Sunday, April 12, 2026

Hearing Aid Glasses: My First Look at Nuance Audio

Two friends got expensive behind-the-ear hearing aids in the past year. Neither of them wears them. The aids sit in a drawer somewhere, which is probably a familiar story for anyone who works in healthcare or has spent time around older adults navigating hearing loss. I have bilateral sensorineural hearing loss, progressive, with a pronounced high-frequency notch in my left ear. I have been wearing prescription glasses full time for years. When I first tried Nuance Audio hearing aid glasses at a Target about a year ago, I was impressed. Then I did some research and found a limitation: no per-ear tuning. With my left ear showing steeper high-frequency loss than my right, that called it for me. They won’t work for me.

My friends in the drawer situation changed my thinking. The best hearing aid is the one you actually wear. I spend every waking hour in glasses anyway, so a pair that doubles as hearing aids removes the friction entirely. No extra device to remember, no behind-the-ear hardware to deal with, no trouble with glasses and behind the ear wires. Nothing stuck in my ear canal all the time. So…. I ordered the Shop Square frame in shiny black with my prescription.

I have had them since Thursday (today is Sunday.) My 2021 audiogram showed pure tone averages of 23 dB right and 32 dB left, with word recognition scores of 92% and 100% respectively. So far the glasses are performing much better than expected. Sound quality in conversation is noticeably better. The asymmetry between ears has not been the problem I anticipated, though I am still in the early stages.

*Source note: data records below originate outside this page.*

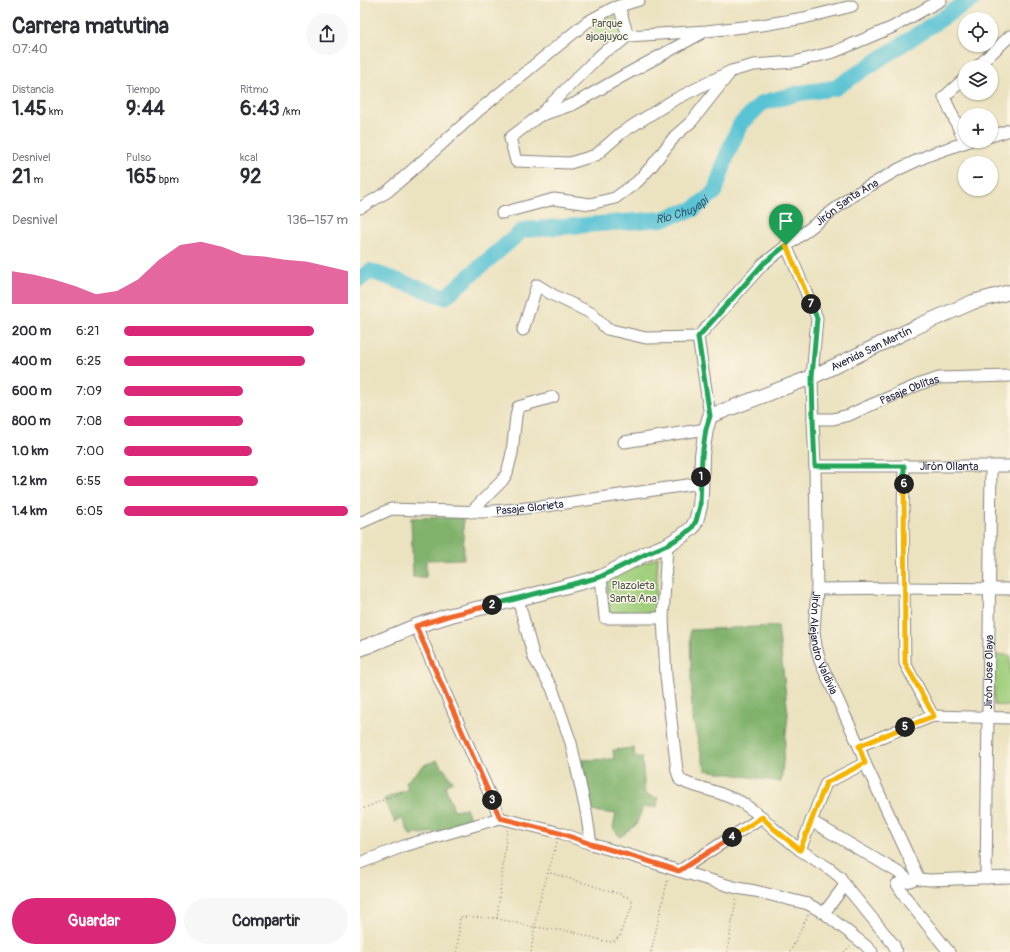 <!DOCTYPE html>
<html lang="es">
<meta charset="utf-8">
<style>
body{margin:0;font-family:Pangolin,sans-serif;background:#f7f7f7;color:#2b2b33;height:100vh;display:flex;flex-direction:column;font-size:15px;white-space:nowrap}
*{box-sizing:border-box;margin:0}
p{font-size:13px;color:#7c7c81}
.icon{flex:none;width:22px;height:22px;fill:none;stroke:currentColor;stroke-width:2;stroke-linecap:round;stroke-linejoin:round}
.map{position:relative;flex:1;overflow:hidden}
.panel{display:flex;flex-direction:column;background:#fff;width:360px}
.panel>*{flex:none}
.controls{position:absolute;left:598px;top:12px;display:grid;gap:8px}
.controls a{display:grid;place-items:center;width:40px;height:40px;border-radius:50%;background:#fff;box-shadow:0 1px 3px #0004;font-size:20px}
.pin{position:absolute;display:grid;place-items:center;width:34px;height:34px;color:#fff;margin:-41px -17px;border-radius:50% 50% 50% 0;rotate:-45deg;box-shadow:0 0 4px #0007}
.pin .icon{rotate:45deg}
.km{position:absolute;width:20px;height:20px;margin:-10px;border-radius:50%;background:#222;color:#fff;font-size:11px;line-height:20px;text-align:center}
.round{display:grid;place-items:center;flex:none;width:42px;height:42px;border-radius:21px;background:#f7f7f7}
.headline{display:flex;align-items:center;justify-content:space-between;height:68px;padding:0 12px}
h1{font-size:22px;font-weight:800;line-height:30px}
.figures{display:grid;grid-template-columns:repeat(3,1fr);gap:6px;height:68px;padding:4px 12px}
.figures div{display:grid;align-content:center}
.figures b{font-size:20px;font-weight:800}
.figures small{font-size:11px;font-weight:400}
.figures p{font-size:11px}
.chart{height:112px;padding:8px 12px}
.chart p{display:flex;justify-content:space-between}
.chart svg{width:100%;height:72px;margin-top:4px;fill:#db2777;opacity:.7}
.button{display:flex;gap:8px;margin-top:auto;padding:8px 12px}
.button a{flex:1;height:46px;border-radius:24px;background:#db2777;color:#fff;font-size:16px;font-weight:800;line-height:46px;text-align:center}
.button a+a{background:#f7f7f7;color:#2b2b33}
ul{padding:0 12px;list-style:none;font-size:13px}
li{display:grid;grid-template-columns:64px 48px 1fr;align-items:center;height:30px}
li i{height:10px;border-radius:5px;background:#db2777}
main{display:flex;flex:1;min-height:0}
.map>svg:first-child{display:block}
</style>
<main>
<section class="panel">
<div class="headline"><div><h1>Carrera matutina</h1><p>07:40</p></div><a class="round"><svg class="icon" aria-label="share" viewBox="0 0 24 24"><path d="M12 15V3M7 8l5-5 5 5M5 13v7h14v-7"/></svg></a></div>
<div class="figures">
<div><p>Distancia</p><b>1.45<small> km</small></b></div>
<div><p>Tiempo</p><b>9:44</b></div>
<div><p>Ritmo</p><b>6:43<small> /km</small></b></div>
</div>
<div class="figures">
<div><p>Desnivel</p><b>21<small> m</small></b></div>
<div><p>Pulso</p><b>165<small> bpm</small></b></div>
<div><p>kcal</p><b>92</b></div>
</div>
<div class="chart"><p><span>Desnivel</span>136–157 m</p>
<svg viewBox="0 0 160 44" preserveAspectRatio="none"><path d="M0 44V24L10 26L20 29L30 33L40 38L50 36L60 29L70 17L80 8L90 6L100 9L110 14L120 15L130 17L140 18L150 21L160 24V44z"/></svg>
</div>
<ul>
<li><b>200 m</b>6:21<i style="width:85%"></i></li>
<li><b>400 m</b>6:25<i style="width:81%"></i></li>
<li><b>600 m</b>7:09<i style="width:53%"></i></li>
<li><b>800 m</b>7:08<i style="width:53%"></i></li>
<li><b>1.0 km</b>7:00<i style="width:57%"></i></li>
<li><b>1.2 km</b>6:55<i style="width:60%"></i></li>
<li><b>1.4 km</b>6:05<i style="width:100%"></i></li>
</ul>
<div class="button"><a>Guardar</a><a>Compartir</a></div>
</section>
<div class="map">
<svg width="650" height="952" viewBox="0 0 650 952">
<rect width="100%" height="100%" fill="#fcf5e5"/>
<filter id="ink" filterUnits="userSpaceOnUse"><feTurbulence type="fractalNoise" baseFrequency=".025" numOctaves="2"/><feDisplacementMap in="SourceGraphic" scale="8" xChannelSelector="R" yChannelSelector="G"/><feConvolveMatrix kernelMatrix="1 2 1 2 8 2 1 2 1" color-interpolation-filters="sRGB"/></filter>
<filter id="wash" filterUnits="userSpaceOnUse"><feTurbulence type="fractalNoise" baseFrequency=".012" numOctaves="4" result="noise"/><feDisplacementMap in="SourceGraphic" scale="16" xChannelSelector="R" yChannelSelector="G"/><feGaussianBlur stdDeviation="0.9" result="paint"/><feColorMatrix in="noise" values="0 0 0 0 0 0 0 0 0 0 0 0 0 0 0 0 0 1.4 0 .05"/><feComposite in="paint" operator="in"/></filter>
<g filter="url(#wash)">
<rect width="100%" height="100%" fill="#ebe2c0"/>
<path fill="#a1cf7d" stroke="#62785c" d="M247 15 256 18 261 31 259 38 250 43 244 44 238 40 232 27 236 21Z
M298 557 295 613H249L247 579Z
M634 655H650V706L634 705Z"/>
<path fill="#80b26c" stroke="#516a54" d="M103 517 104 559 66 560V577H53L51 518Z
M418 626 428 714 421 782 345 770 332 716 330 630Z
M274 748 275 757H282L285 795 298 798 297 807H283L276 825 260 837 253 828 256 814 232 811 221 760 254 759 253 750Z
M77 760 93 781 85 786 94 810 106 808 110 818 121 820 87 831 50 835 42 818 35 822 24 799 48 789 46 782 64 765Z"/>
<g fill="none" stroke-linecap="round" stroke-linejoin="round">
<path stroke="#59c3d4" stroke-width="16" id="s1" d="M0 279 10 271 85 297 163 230 302 219 334 209 355 192 367 155 380 125 402 103 440 93 475 88 598 8 612 0"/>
</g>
</g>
<g filter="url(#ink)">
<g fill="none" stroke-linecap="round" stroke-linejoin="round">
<g stroke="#86827e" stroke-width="13">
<g id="minor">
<path d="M259 6 268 36"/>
<path d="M492 6 444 18 402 25 346 31 268 36 257 45 245 51 235 60 179 116 150 138 156 161 210 163 236 155 261 133 312 101 371 71 394 65 434 62 474 52 533 27 581 0"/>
<path d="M617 67 650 36"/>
<path d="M605 78 584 97 605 142"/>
<path d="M182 115 214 104 263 76 342 33"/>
<path d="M631 136 650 130"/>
<path d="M0 208 27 192 73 152 118 111 227 22 253 8 279 0"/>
<path d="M142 213 194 199 230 204 255 198 277 182 291 167 315 136 332 121 369 74"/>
<path id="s2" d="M426 245 457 318 452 377 453 419 455 466 457 589 454 631 456 646 460 661 499 746 505 763 559 879 570 880 650 877"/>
<path d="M163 330 177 285 193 295 231 313 247 329 286 338 338 337"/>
<path id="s3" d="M350 416 338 337 403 264 492 196 539 169 569 155 609 141"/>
<path id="s4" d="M453 419H473L489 415 504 408 560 384 579 378 650 376"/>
<path d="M264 442 346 429"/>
<path id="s5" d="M455 466H650"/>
<path d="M544 466 543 515 545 663 573 716"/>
<path d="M111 512 142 481 147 473 152 453 156 416 158 407 193 397"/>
<path id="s6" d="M0 523 31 509 124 512 186 506 341 483"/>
<path d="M241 577 245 618H303L306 676 317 771 320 780 329 784 359 793 381 802 402 817"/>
<path d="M457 589 544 588 650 589"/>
<path d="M158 599 174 658 192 688 211 743 226 811 231 844"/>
<path d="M303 618 307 545"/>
<path d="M56 626 140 818"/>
<path d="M499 746 573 716 650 718"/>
<path d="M451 821 541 874 549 881"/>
<path d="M440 850 466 783 505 763"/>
<path d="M0 863 44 846 140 818 201 833 231 844 282 859 319 871 377 888 395 891 448 904 464 913 505 945 512 952"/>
<path d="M319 871 402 817 413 828 440 850 470 869 480 877 485 885 534 945 536 952"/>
<path id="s7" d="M626 878 631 467"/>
<path d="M553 880 537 884 546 898 589 952"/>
<path d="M464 913 485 885"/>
</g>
</g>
<g stroke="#86827e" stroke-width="16">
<g id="major">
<path id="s8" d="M0 649 56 626 91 615 158 599 241 577 285 554 307 545 322 536 332 528 336 521 340 506 341 494 342 455 346 429 350 416 452 377 558 326 613 302 650 292"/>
</g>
</g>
<path stroke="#86827e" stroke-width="1.5" stroke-dasharray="1 3" stroke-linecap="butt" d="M0 810 44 791
M137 918 147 830
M97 952 100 917 134 918 174 927 214 932 244 941 253 942 260 936 263 926 272 907V899L260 894 188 872
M171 952 177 911 187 876 197 842
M291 952 308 878
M367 952 376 899
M430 952 448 915
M484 952 490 946"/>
<use href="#minor" stroke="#fff" stroke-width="11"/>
<use href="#major" stroke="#fff" stroke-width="14"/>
</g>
</g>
<g fill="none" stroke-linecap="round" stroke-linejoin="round" filter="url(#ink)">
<g stroke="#fff" stroke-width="8">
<path id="split-1" d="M341 477 342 456 346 429 350 416 338 337 403 264 426 245"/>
</g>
<g stroke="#fff" stroke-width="8">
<path id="split-2" d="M132 605 240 577 286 554 307 545 322 536 332 528 336 521 340 506 341 477"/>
</g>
<g stroke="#fff" stroke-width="8">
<path id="split-3" d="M132 605 91 615 56 626 132 800"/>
</g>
<g stroke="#fff" stroke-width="8">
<path id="split-4" d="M132 800 140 818 200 833 231 844 282 859 319 871 372 837"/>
</g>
<g stroke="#fff" stroke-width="8">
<path id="split-5" d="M372 837 402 817 413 828 440 850 466 783 505 763 499 746 545 727"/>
</g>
<g stroke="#fff" stroke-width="8">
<path id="split-6" d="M544 484 545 663 574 716 545 727"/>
</g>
<g stroke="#fff" stroke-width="8">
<path id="split-7" d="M451 304 457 318 452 377 453 419 455 466H544V484"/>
</g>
<g stroke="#fff" stroke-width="8">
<path id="split-8" d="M426 245 451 304"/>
</g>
<use href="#split-1" stroke="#22a559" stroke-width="5"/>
<use href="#split-2" stroke="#22a559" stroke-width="5"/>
<use href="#split-3" stroke="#f0652b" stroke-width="5"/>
<use href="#split-4" stroke="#f0652b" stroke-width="5"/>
<use href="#split-5" stroke="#f5b400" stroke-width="5"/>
<use href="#split-6" stroke="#f5b400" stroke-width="5"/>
<use href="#split-7" stroke="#22a559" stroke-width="5"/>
<use href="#split-8" stroke="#f5b400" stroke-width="5"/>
</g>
<g text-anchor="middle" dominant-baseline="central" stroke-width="3" stroke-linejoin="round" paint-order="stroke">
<g font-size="11" fill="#48564f" stroke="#fcf5e5">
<text x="247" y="23">Parque<tspan x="247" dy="13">ajoajuyoc</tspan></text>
<text x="273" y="585">Plazoleta<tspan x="273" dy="13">Santa Ana</tspan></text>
</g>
<g font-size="11" fill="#22223b" stroke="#fcf5e5">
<text stroke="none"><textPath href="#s3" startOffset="282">Jirón Santa Ana</textPath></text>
<text stroke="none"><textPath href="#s8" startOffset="645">Avenida San Martín</textPath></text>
<text stroke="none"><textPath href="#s4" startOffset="102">Pasaje Oblitas</textPath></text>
<text stroke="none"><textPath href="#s5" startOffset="134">Jirón Ollanta</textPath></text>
<text stroke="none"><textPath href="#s6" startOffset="173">Pasaje Glorieta</textPath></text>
<text stroke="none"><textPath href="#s2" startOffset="406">Jirón Alejandro Valdivia</textPath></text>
<text stroke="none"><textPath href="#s7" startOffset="206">Jirón Jose Olaya</textPath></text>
</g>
<g font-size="12" font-style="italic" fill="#355a71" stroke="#fcf5e5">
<text stroke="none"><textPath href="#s1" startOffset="356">Rio Chuyapi</textPath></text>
</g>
</g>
</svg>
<div class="controls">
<a><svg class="icon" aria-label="locate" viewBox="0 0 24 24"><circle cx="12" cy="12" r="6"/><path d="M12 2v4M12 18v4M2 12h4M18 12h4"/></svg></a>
<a><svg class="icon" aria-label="layers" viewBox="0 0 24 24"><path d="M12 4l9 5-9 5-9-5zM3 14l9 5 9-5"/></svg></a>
<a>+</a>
<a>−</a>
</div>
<div class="pin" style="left:426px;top:245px;background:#1e9e55"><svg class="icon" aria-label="arrive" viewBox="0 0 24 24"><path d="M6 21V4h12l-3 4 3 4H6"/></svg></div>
<b class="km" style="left:341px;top:477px">1</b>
<b class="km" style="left:132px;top:605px">2</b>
<b class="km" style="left:132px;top:800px">3</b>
<b class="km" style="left:372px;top:837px">4</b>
<b class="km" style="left:545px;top:727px">5</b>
<b class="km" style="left:544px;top:484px">6</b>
<b class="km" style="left:451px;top:304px">7</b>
</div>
</main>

The glasses pair with a mobile (iPhone for me) app and offer four presets. For my loss pattern, the preset that enhances only higher frequencies is the clear winner so far. Battery life comes up in user reviews, typically around 8 hours per charge. That would be a real limitation for a full workday. The glasses solve this with a physical on/off switch on the right arm. I turn them on when I need them and off when I do not. In practice, this makes the battery concern mostly irrelevant, at least for me right now. The price landed roughly in the same range as a quality frame with prescription lenses, which is a reasonable comparison point since you are buying both at once.

Four days in, I wear them all the time and have no intention of putting them in a drawer. I will continue to review them as I put them through a range of real situations: classrooms, meetings, on the boat, crowded restaurants. Follow-up posts will cover how they perform over time, including whether the left-ear asymmetry becomes noticeable and how the battery holds up in extended use.